For me it was selecting clang++ from the environment, but what got me going again was moving that out of the way so it got the version from /usr/bin, i.e. the one from Xcode dev tools, as suggested here: https://discourse.pymc.io/t/pytensor-compilation-error/11047/13

ricardoV94 commented 1 month ago

CC @lucianopaz

lucianopaz commented 1 month ago

This makes very little sense. To set cxx to "clang++", pytensor simply tries to run clang++ -v on a subprocess. If it succeeds, then cxx is set to "clang++", if it fails, it tries to call shutil.which("clang++") which should set the full path to the clang++ that has highest precedence in the environments path search order. The only reason you might get a clang++ that is not part of your active env, is that something went wrong with the environment activation and it didn't set the proper values to some environment variables.

On the other hand, what @tigretigre is pointing at is different. He says that he had to use the system's clang instead of the one that came with the conda, mamba or anaconda environment. That usually happens when a mamba env clang that was installed under one OS version is migrated into a newer OS version. Sometimes, some of the header files have #include <stdlib.h> or #include <unistd.h>. These precompiler directives attempt to include headers that should be in the compiler's default include path.
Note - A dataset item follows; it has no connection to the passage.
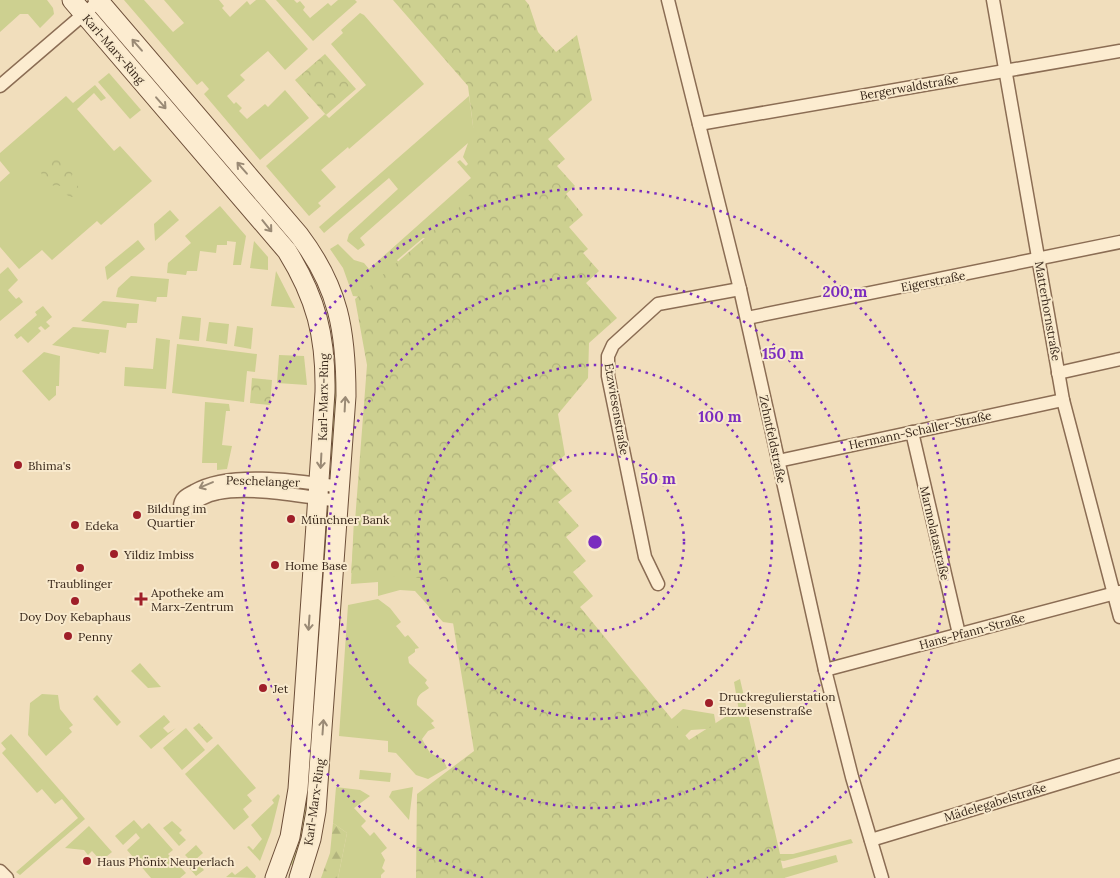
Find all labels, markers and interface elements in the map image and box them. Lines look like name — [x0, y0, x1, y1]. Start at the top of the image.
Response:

Sometimes, these get messed up or vary slightly with OS updates. Sometimes, these problems go away if you uninstall and then reinstall conda/mamba/etc. I've seen reports of people saying that reinstalling the environment alone didn't help, but reinstalling conda did. I don't know why, to be honest.

The last part is that these problems usually seem to pop out in VSCode. I have absolutely no idea why that happens, and what VSCode does with the env activation that can lead to so much trouble down the line. My last suggestion is that if you're seeing this problem in VSCode, first try to check if the problem is also present in a regular shell or jupyter kernel.

maresb commented 1 month ago

I have absolutely no idea why that happens, and what VSCode does with the env activation that can lead to so much trouble down the line.

I have a suspicion. In order for a Conda environment to be properly activated, there are scripts in $CONDA_PREFIX/etc/conda/activate.d/ that must be executed. Often laziness gets in the way, a few directories are added to $PATH, and then whatever tool calls it good.

This is not so easy to diagnose, since if you run

!source "$CONDA_PREFIX"/etc/conda/activate.d/*.sh

in Jupyter this launches in a subshell where all the changes to your environment will be forgotten after the subshell is terminated.

But it would be interesting to check this directory for anything related to clang.